**Required work**
Using the entries below, show all lines with the string "button".

**Material provided**
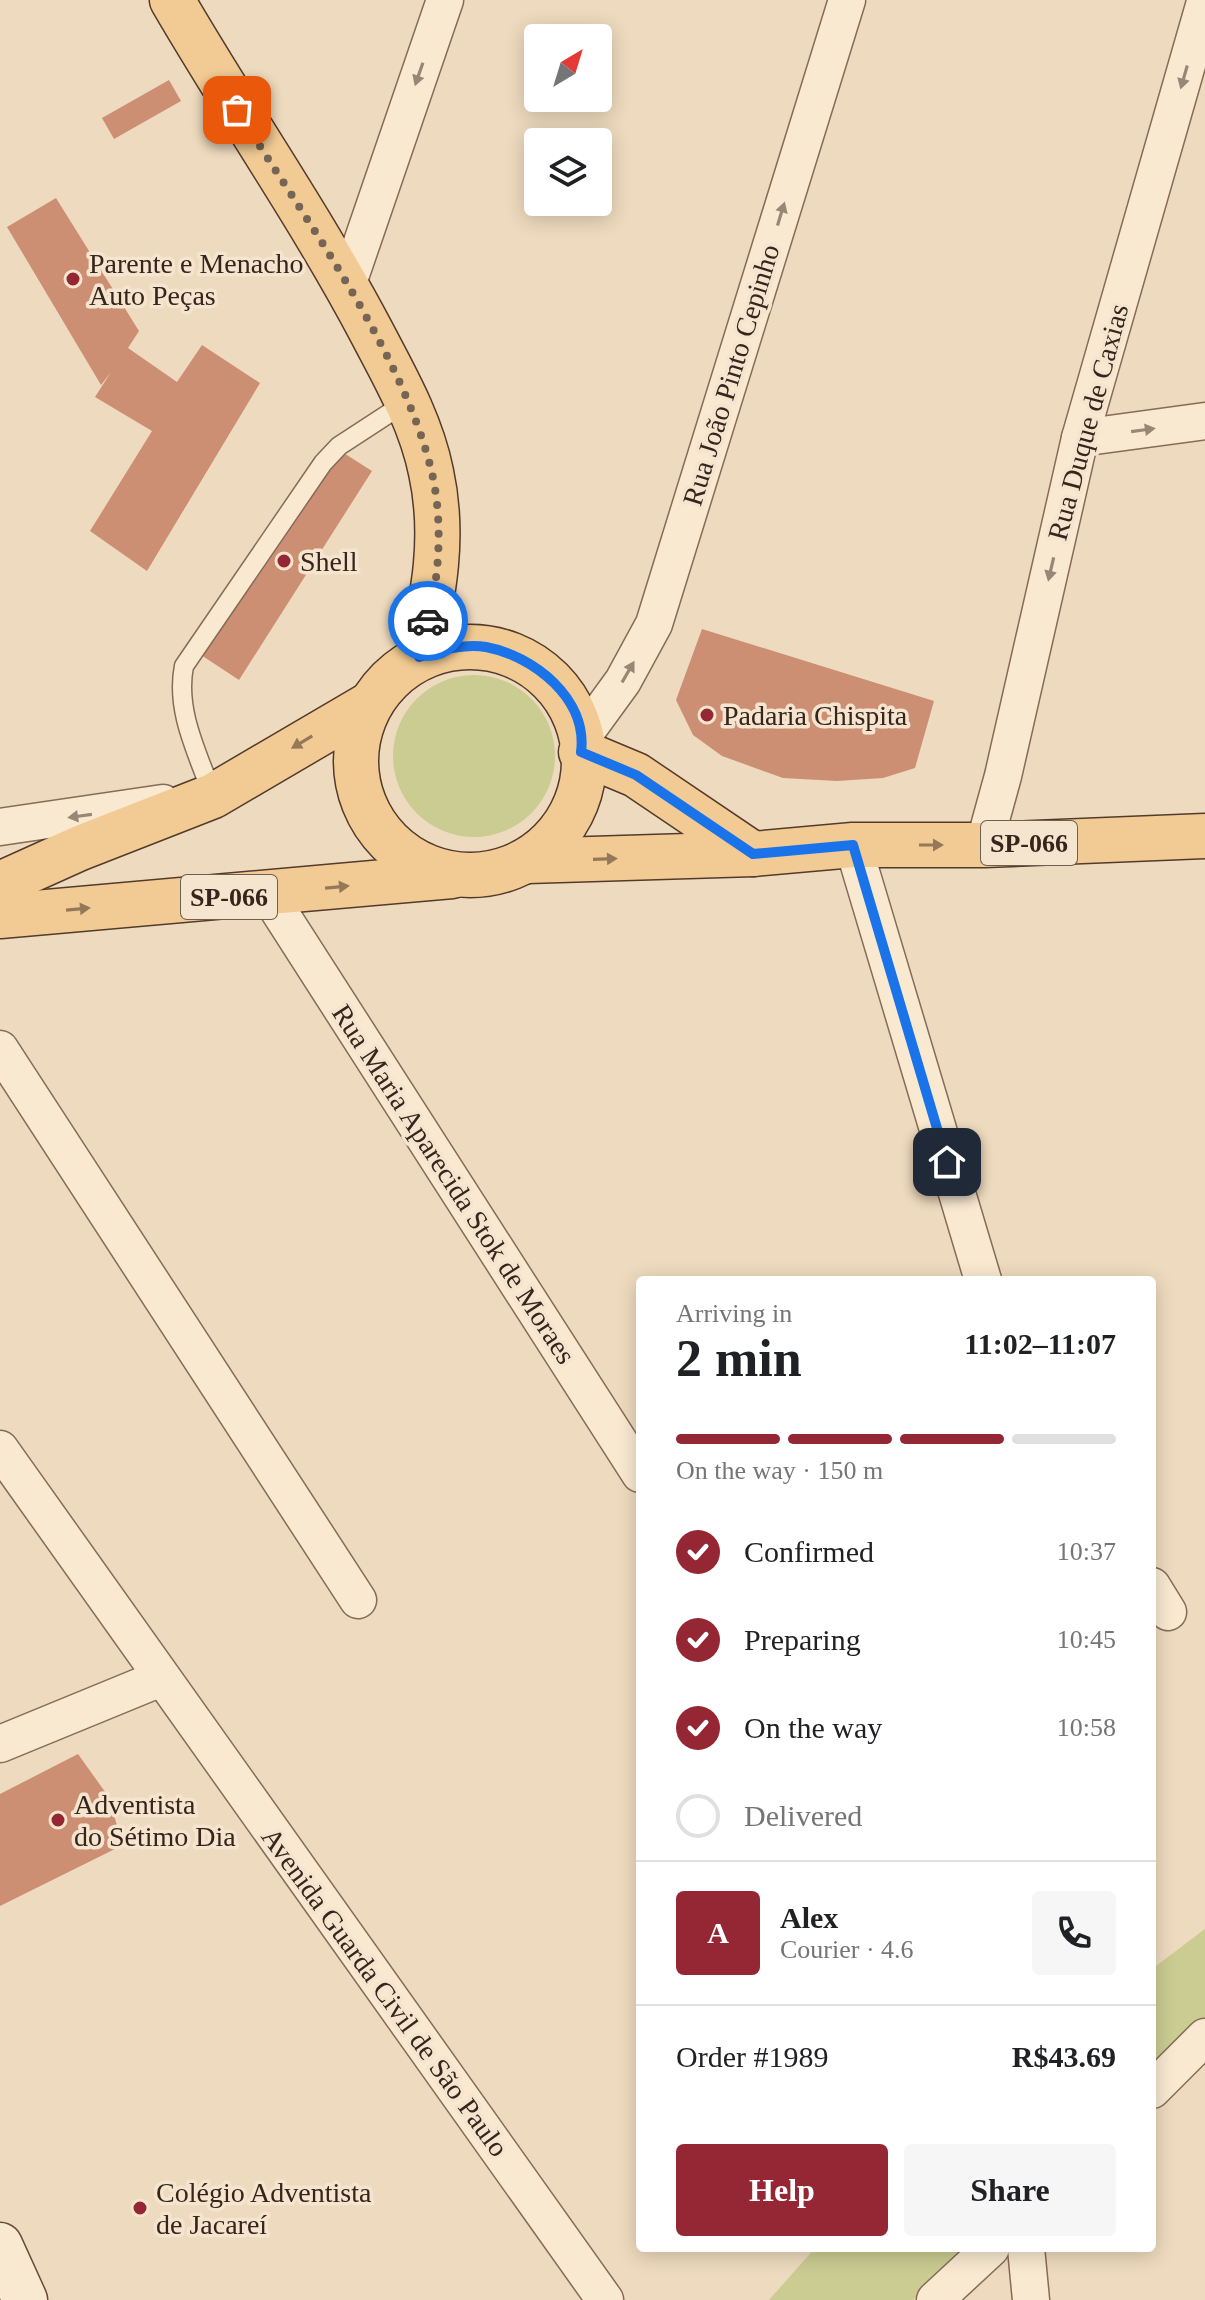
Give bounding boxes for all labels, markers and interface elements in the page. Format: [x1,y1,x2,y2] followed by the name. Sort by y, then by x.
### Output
[524,24,612,112] north arrow
[524,24,612,216] map controls
[413,62,425,86] one-way arrow
[1177,65,1189,90] one-way arrow
[203,76,271,144] pin
[215,88,259,132] icon: bag
[524,128,612,216] button: layers
[775,201,788,225] one-way arrow
[676,241,786,509] street label: Rua João Pinto Cepinho
[89,248,304,311] place label: Parente e Menacho Auto Peças
[64,270,82,288] marker: Parente e Menacho Auto Peças
[1042,300,1134,544] street label: Rua Duque de Caxias
[1130,423,1155,436] one-way arrow
[300,546,358,577] place label: Shell
[275,552,293,570] marker: Shell
[1044,556,1056,581] one-way arrow
[388,581,468,661] courier
[406,599,450,643] icon: car
[621,660,635,683] one-way arrow
[723,700,908,731] place label: Padaria Chispita
[698,706,716,724] marker: Padaria Chispita
[291,735,313,749] one-way arrow
[67,810,92,823] one-way arrow
[981,821,1077,865] road number: SP-066
[919,839,944,851] one-way arrow
[593,852,618,865] one-way arrow
[181,875,277,919] road number: SP-066
[325,881,350,894] one-way arrow
[66,903,91,916] one-way arrow
[326,999,582,1369] street label: Rua Maria Aparecida Stok de Moraes
[913,1128,981,1196] pin
[925,1140,969,1184] icon: home
[676,1299,792,1328] text: Arriving in
[964,1327,1116,1360] text: 11:02–11:07
[676,1330,802,1387] text: 2 min
[676,1456,883,1485] text: On the way · 150 m
[676,1530,720,1574] icon: check
[744,1535,874,1568] text: Confirmed
[1057,1537,1116,1566] text: 10:37
[676,1618,720,1662] icon: check
[744,1623,861,1656] text: Preparing
[1057,1625,1116,1654] text: 10:45
[676,1706,720,1750] icon: check
[744,1711,882,1744] text: On the way
[1057,1713,1116,1742] text: 10:58
[74,1789,236,1852] place label: Adventista do Sétimo Dia
[744,1799,862,1832] text: Delivered
[49,1811,67,1829] marker: Adventista do Sétimo Dia
[255,1822,515,2162] street label: Avenida Guarda Civil de São Paulo
[1032,1891,1116,1975] button: phone
[780,1901,838,1934] text: Alex
[707,1916,729,1949] text: A
[780,1935,914,1964] text: Courier · 4.6
[676,2040,828,2073] text: Order #1989
[1012,2040,1116,2073] text: R$43.69
[676,2144,888,2236] button: Help
[904,2144,1116,2236] button: Share
[156,2177,372,2240] place label: Colégio Adventista de Jacareí
[131,2199,149,2217] marker: Colégio Adventista de Jacareí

**Your solution**
[524,128,612,216] button: layers
[1032,1891,1116,1975] button: phone
[676,2144,888,2236] button: Help
[904,2144,1116,2236] button: Share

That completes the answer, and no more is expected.